Work order
Find the lines of the listing that contain the string "Theodor", and return them.

Input material
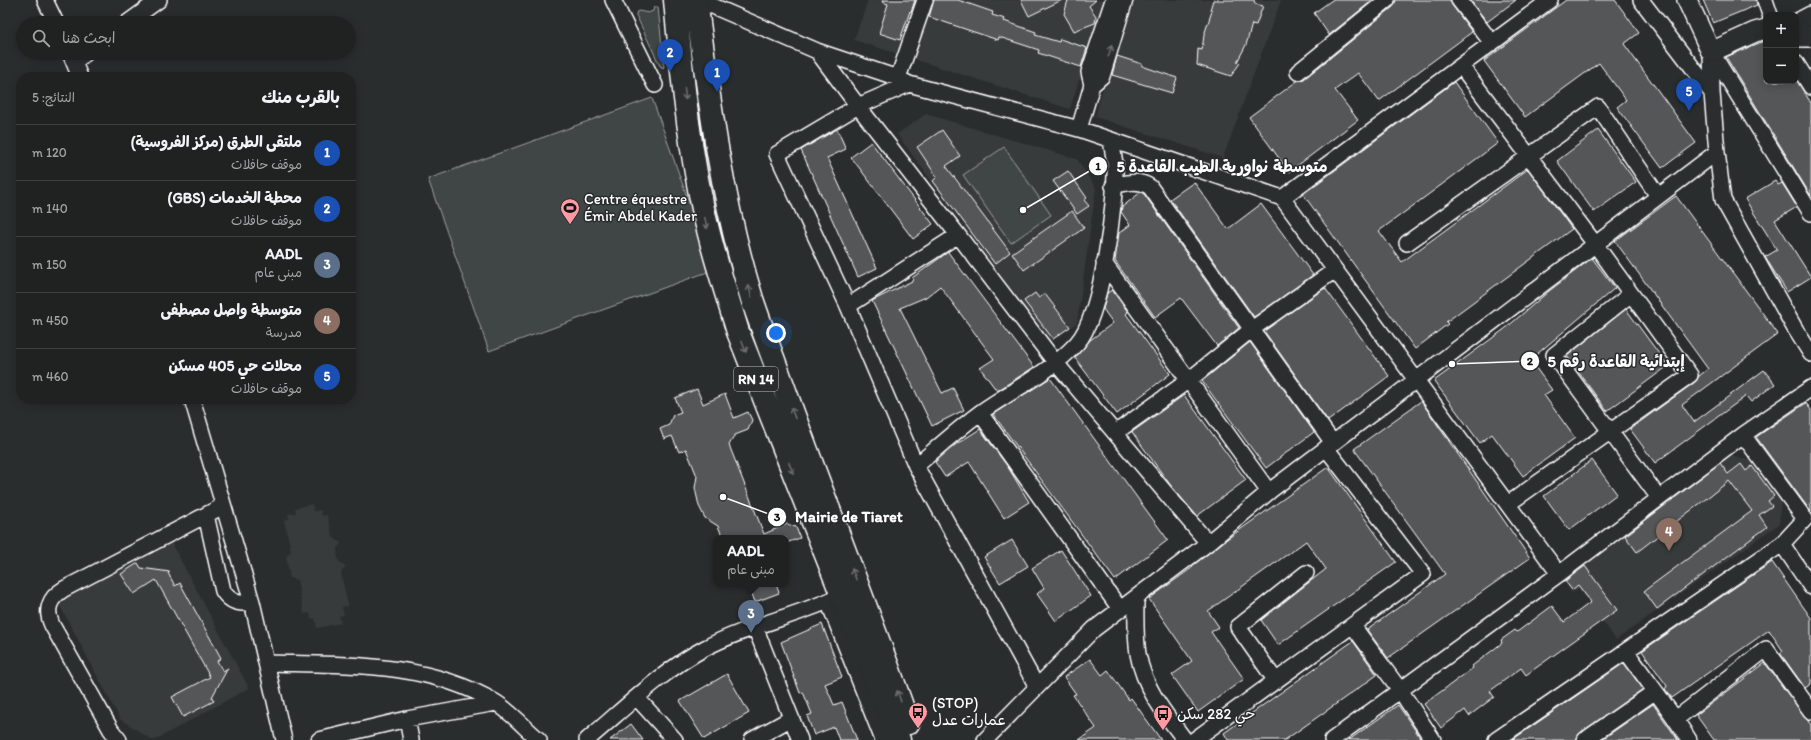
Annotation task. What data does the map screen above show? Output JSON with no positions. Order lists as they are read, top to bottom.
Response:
{
  "streets": {
    "highway": ["RN 14"]
  },
  "places": {
    "other": ["متوسطة نواورية الطيب القاعدة 5", "إبتدائية القاعدة رقم 5", "Mairie de Tiaret"],
    "sports": ["Centre équestre Émir Abdel Kader"],
    "bus stop": ["(STOP) عمارات عدل", "حي 282 سكن"]
  },
  "page": {
    "map_buttons": ["+", "−"],
    "search": "ابحث هنا",
    "pins": [
      "2",
      "1",
      "5",
      "4",
      "3"
    ],
    "heading": ["بالقرب منك", "النتائج: 5"],
    "list": [
      {
        "mark": "1",
        "name": "ملتقى الطرق (مركز الفروسية)",
        "note": "موقف حافلات",
        "value": "120 m"
      },
      {
        "mark": "2",
        "name": "محطة الخدمات (GBS)",
        "note": "موقف حافلات",
        "value": "140 m"
      },
      {
        "mark": "3",
        "name": "AADL",
        "note": "مبنى عام",
        "value": "150 m"
      },
      {
        "mark": "4",
        "name": "متوسطة واصل مصطفى",
        "note": "مدرسة",
        "value": "450 m"
      },
      {
        "mark": "5",
        "name": "محلات حي 405 مسكن",
        "note": "موقف حافلات",
        "value": "460 m"
      }
    ],
    "popup": ["AADL", "مبنى عام"]
  }
}
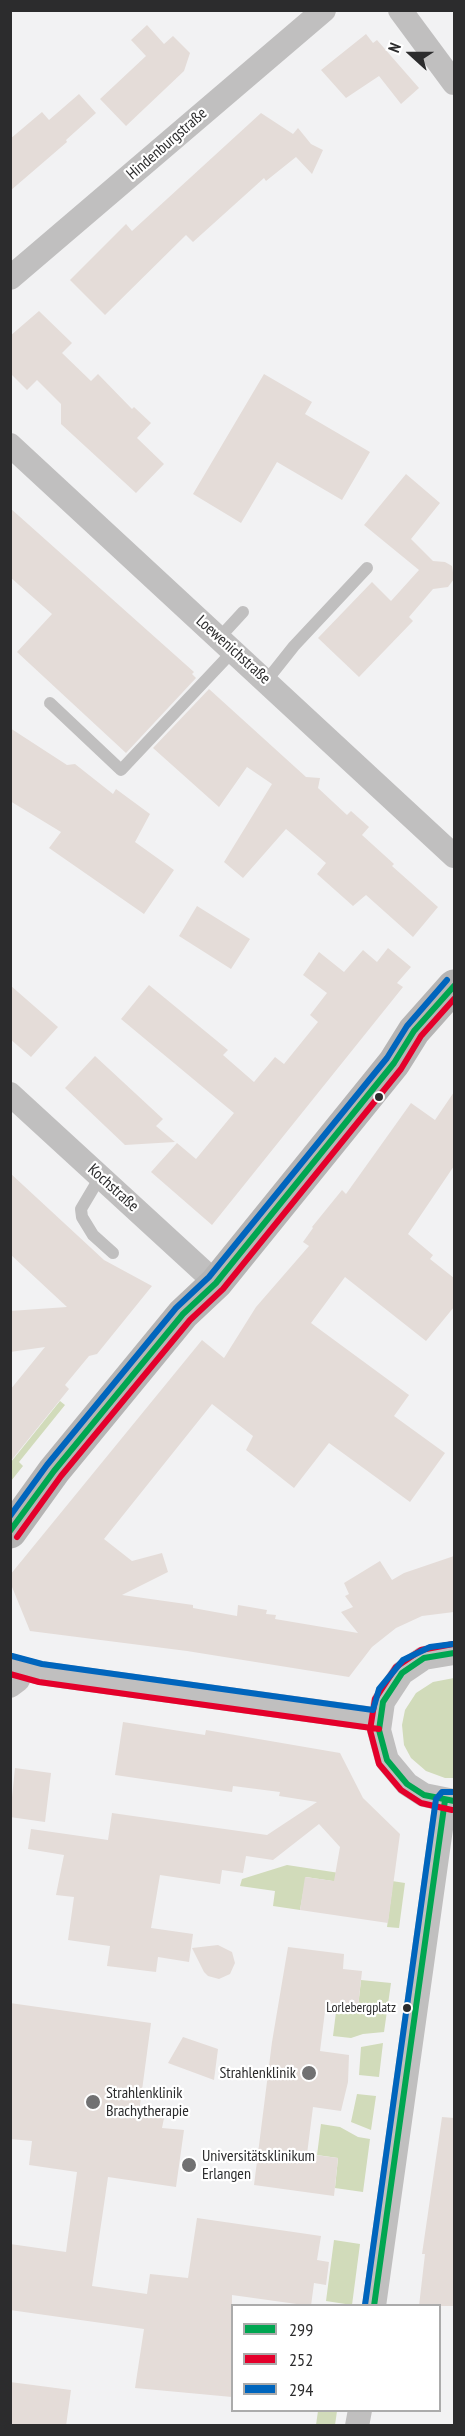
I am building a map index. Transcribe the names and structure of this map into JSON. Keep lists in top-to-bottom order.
{
  "streets": {
    "street": ["Hindenburgstraße", "Loewenichstraße", "Kochstraße"]
  },
  "places": [
    "Lorlebergplatz",
    "Strahlenklinik",
    "Strahlenklinik Brachytherapie",
    "Universitätsklinikum Erlangen"
  ],
  "lines": ["transit line 294", "transit line 299", "transit line 252"],
  "legend": ["299", "252", "294"],
  "north": "left"
}
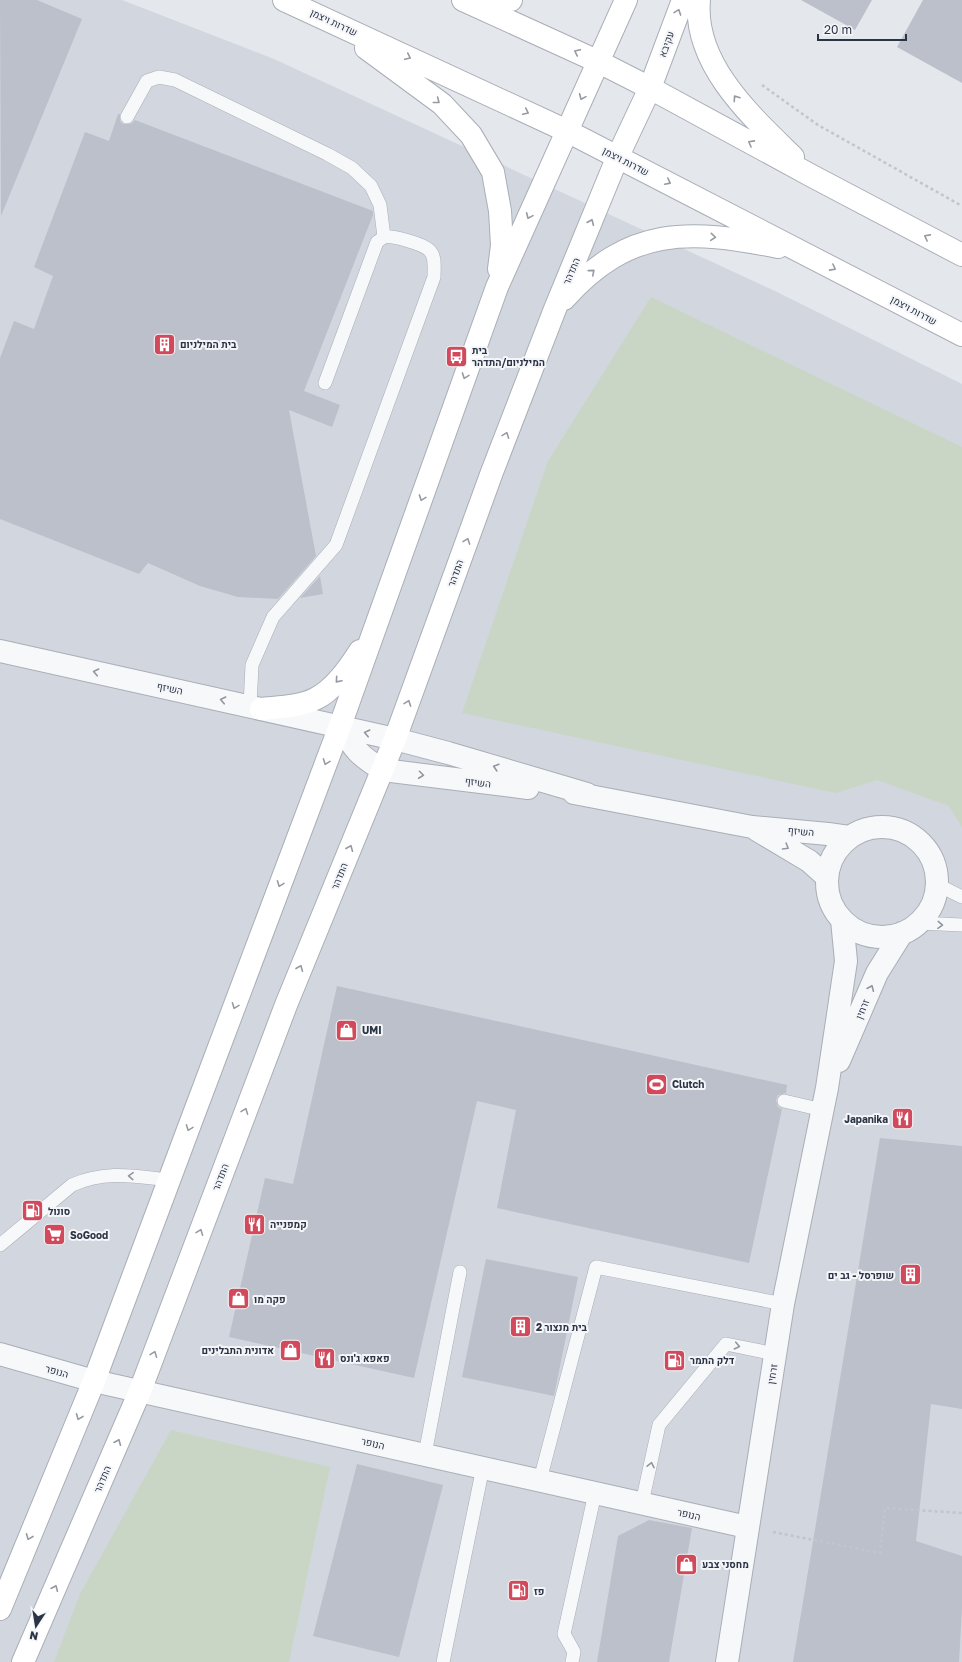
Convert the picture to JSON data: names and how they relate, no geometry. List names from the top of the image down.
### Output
{
  "streets": {
    "street": [
      "שדרות ויצמן",
      "עקיבא",
      "התדהר",
      "השיזף",
      "זרחין",
      "הנופר"
    ]
  },
  "crossings": [
    ["שדרות ויצמן", "התדהר"],
    ["עקיבא", "התדהר"],
    ["התדהר", "השיזף"],
    ["התדהר", "הנופר"],
    ["השיזף", "זרחין"],
    ["זרחין", "הנופר"]
  ],
  "places": {
    "building": ["בית המילניום", "שופרסל - גב ים", "בית מנצור 2"],
    "bus stop": ["בית המילניום/התדהר"],
    "shop": [
      "UMI",
      "פקה מו",
      "אדונית התבלינים",
      "מחסני צבע"
    ],
    "sports": ["Clutch"],
    "restaurant": ["Japanika", "קמפנייה", "פאפא ג'ונס"],
    "fuel station": ["סונול", "דלק התמר", "פז"],
    "supermarket": ["SoGood"]
  },
  "scale_bar": "20 m",
  "north": "bottom"
}
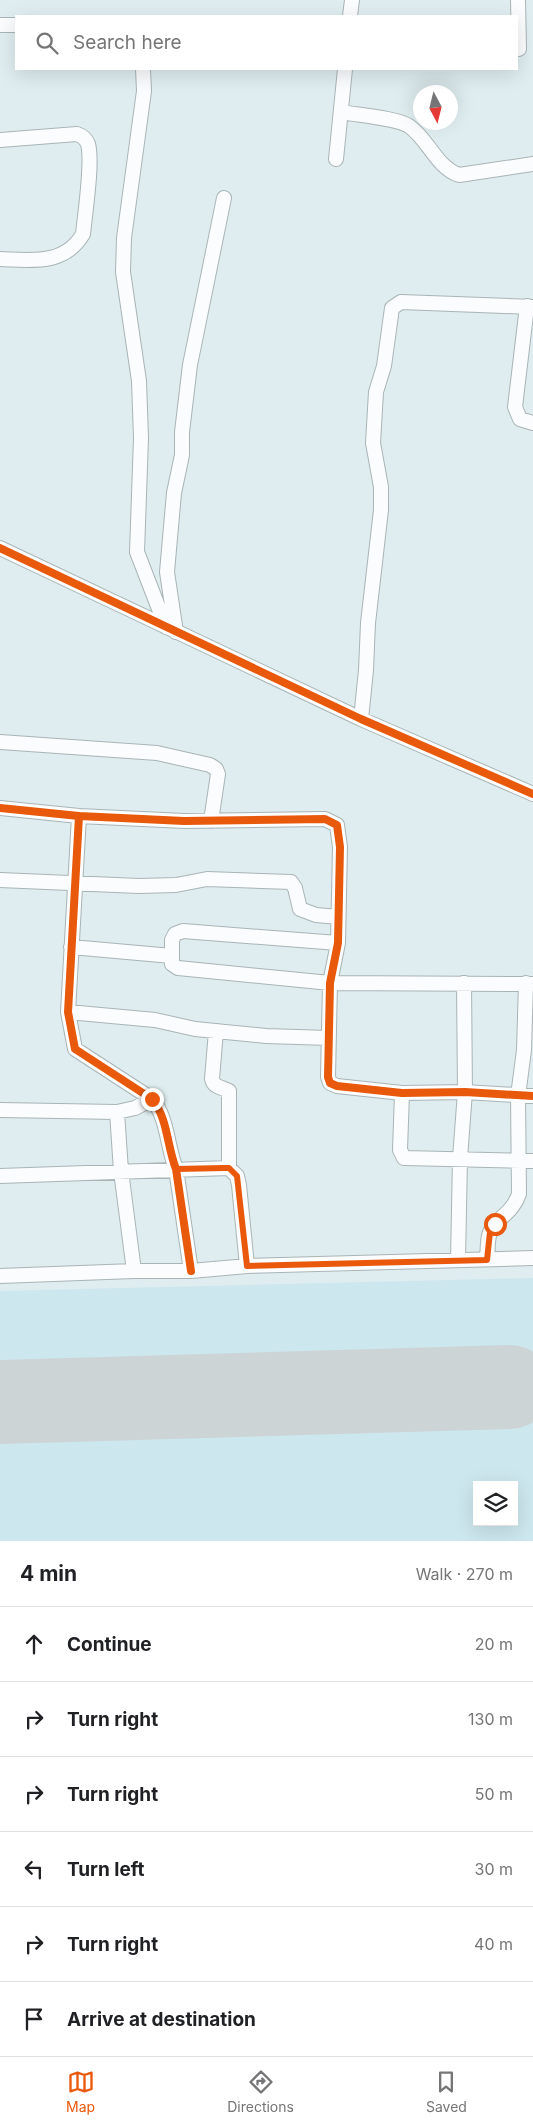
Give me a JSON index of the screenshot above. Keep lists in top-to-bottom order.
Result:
{
  "north": "bottom",
  "page": {
    "search": "Search here",
    "heading": ["4 min", "Walk · 270 m"],
    "list": [
      ["Continue", "20 m"],
      ["Turn right", "130 m"],
      ["Turn right", "50 m"],
      ["Turn left", "30 m"],
      ["Turn right", "40 m"],
      "Arrive at destination"
    ],
    "nav": ["Map", "Directions", "Saved"]
  }
}
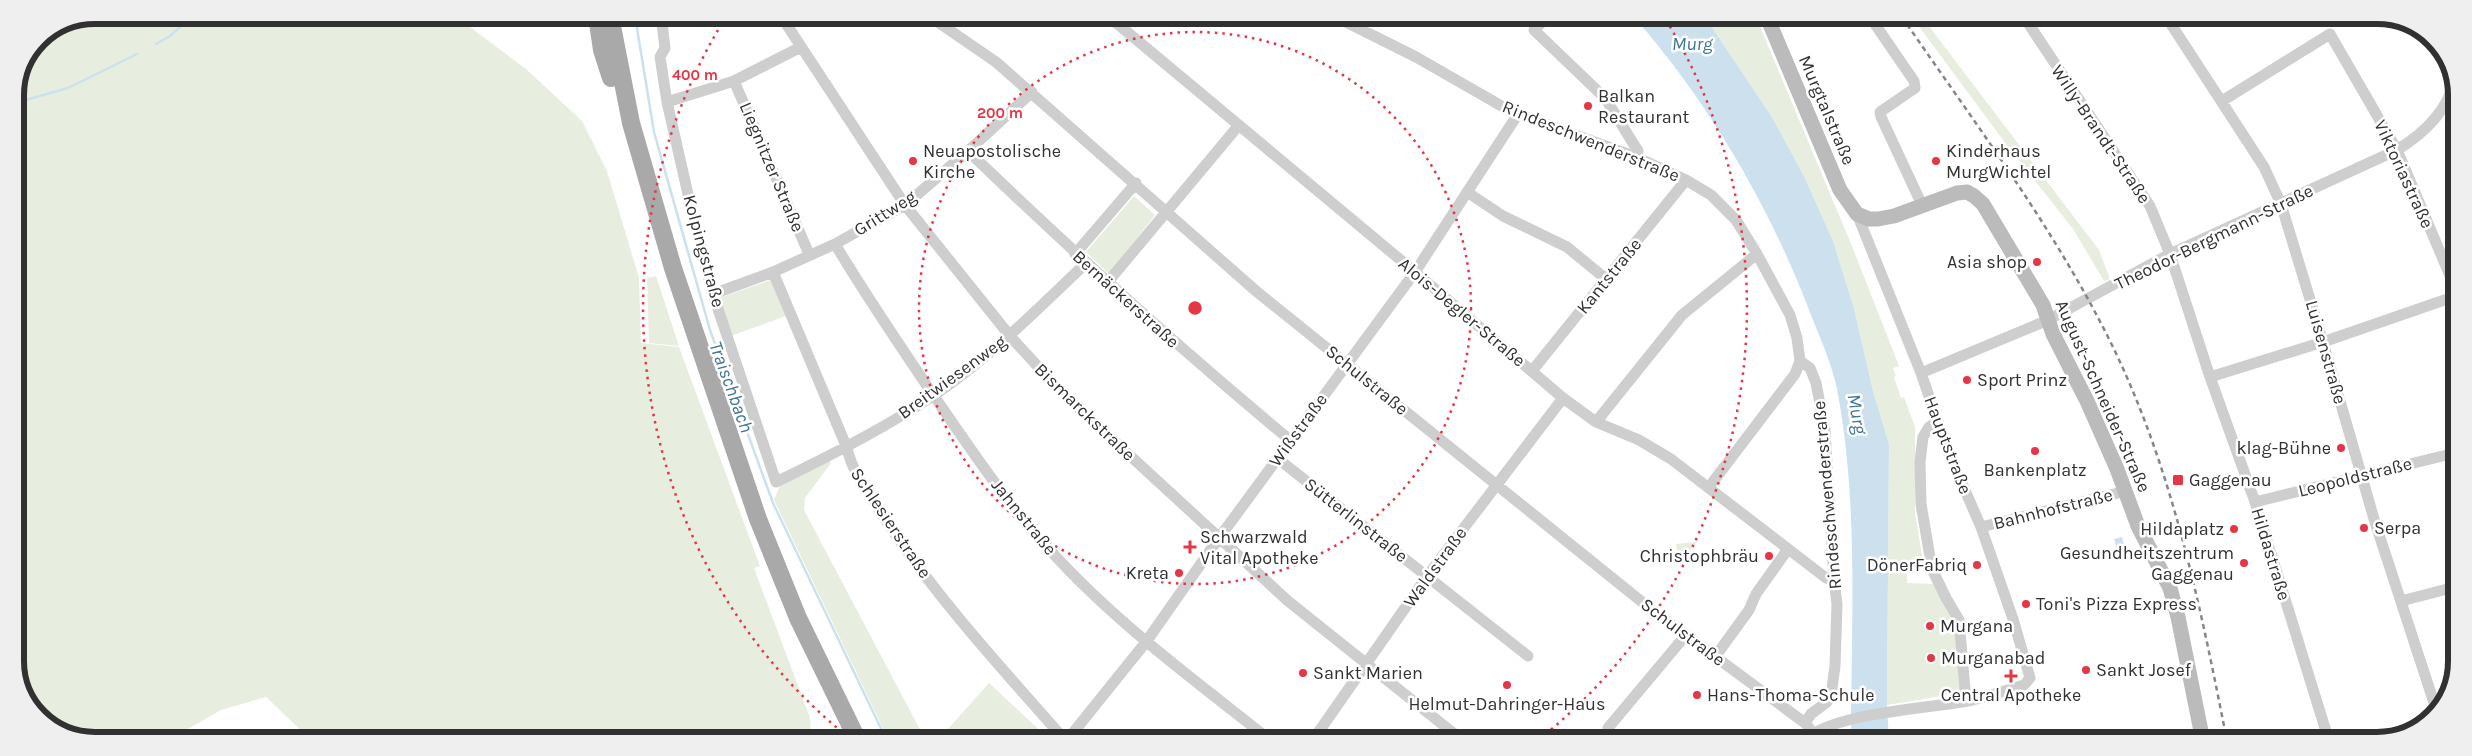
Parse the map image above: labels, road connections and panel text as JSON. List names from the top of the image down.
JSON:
{
  "streets": {
    "street": [
      "Murgtalstraße",
      "Willy-Brandt-Straße",
      "Rindeschwenderstraße",
      "Liegnitzer Straße",
      "Viktoriastraße",
      "Grittweg",
      "Theodor-Bergmann-Straße",
      "Kolpingstraße",
      "Kantstraße",
      "Bernäckerstraße",
      "Alois-Degler-Straße",
      "Luisenstraße",
      "Breitwiesenweg",
      "Schulstraße",
      "August-Schneider-Straße",
      "Bismarckstraße",
      "Wißstraße",
      "Hauptstraße",
      "Leopoldstraße",
      "Bahnhofstraße",
      "Jahnstraße",
      "Sütterlinstraße",
      "Schlesierstraße",
      "Hildastraße",
      "Waldstraße"
    ]
  },
  "crossings": [
    ["Murgtalstraße", "August-Schneider-Straße"],
    ["Murgtalstraße", "Hauptstraße"],
    ["Willy-Brandt-Straße", "Theodor-Bergmann-Straße"],
    ["Willy-Brandt-Straße", "Hildastraße"],
    ["Rindeschwenderstraße", "Kantstraße"],
    ["Rindeschwenderstraße", "Alois-Degler-Straße"],
    ["Rindeschwenderstraße", "Schulstraße"],
    ["Rindeschwenderstraße", "Wißstraße"],
    ["Liegnitzer Straße", "Grittweg"],
    ["Viktoriastraße", "Theodor-Bergmann-Straße"],
    ["Viktoriastraße", "Luisenstraße"],
    ["Grittweg", "Kolpingstraße"],
    ["Grittweg", "Bernäckerstraße"],
    ["Grittweg", "Schulstraße"],
    ["Grittweg", "Bismarckstraße"],
    ["Grittweg", "Jahnstraße"],
    ["Grittweg", "Schlesierstraße"],
    ["Theodor-Bergmann-Straße", "Luisenstraße"],
    ["Theodor-Bergmann-Straße", "August-Schneider-Straße"],
    ["Theodor-Bergmann-Straße", "Hauptstraße"],
    ["Theodor-Bergmann-Straße", "Hildastraße"],
    ["Kolpingstraße", "Breitwiesenweg"],
    ["Kantstraße", "Alois-Degler-Straße"],
    ["Bernäckerstraße", "Breitwiesenweg"],
    ["Bernäckerstraße", "Wißstraße"],
    ["Alois-Degler-Straße", "Wißstraße"],
    ["Alois-Degler-Straße", "Waldstraße"],
    ["Luisenstraße", "Leopoldstraße"],
    ["Breitwiesenweg", "Bismarckstraße"],
    ["Breitwiesenweg", "Jahnstraße"],
    ["Breitwiesenweg", "Schlesierstraße"],
    ["Schulstraße", "Wißstraße"],
    ["Schulstraße", "Waldstraße"],
    ["August-Schneider-Straße", "Hauptstraße"],
    ["August-Schneider-Straße", "Bahnhofstraße"],
    ["Bismarckstraße", "Wißstraße"],
    ["Bismarckstraße", "Waldstraße"],
    ["Wißstraße", "Jahnstraße"],
    ["Wißstraße", "Sütterlinstraße"],
    ["Hauptstraße", "Bahnhofstraße"],
    ["Leopoldstraße", "Hildastraße"],
    ["Sütterlinstraße", "Waldstraße"]
  ],
  "water": ["Murg", "Traischbach"],
  "places": {
    "other": [
      "Balkan Restaurant",
      "Neuapostolische Kirche",
      "Kinderhaus MurgWichtel",
      "Asia shop",
      "Sport Prinz",
      "klag-Bühne",
      "Bankenplatz",
      "Serpa",
      "Hildaplatz",
      "Christophbräu",
      "Gesundheitszentrum Gaggenau",
      "DönerFabriq",
      "Kreta",
      "Toni's Pizza Express",
      "Murgana",
      "Murganabad",
      "Sankt Josef",
      "Sankt Marien",
      "Helmut-Dahringer-Haus",
      "Hans-Thoma-Schule"
    ],
    "transit": ["Gaggenau"],
    "health": ["Schwarzwald Vital Apotheke", "Central Apotheke"]
  },
  "rings": ["400 m", "200 m"]
}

Solution to the problem
      "Theodor-Bergmann-Straße",
    ["Willy-Brandt-Straße", "Theodor-Bergmann-Straße"],
    ["Viktoriastraße", "Theodor-Bergmann-Straße"],
    ["Theodor-Bergmann-Straße", "Luisenstraße"],
    ["Theodor-Bergmann-Straße", "August-Schneider-Straße"],
    ["Theodor-Bergmann-Straße", "Hauptstraße"],
    ["Theodor-Bergmann-Straße", "Hildastraße"],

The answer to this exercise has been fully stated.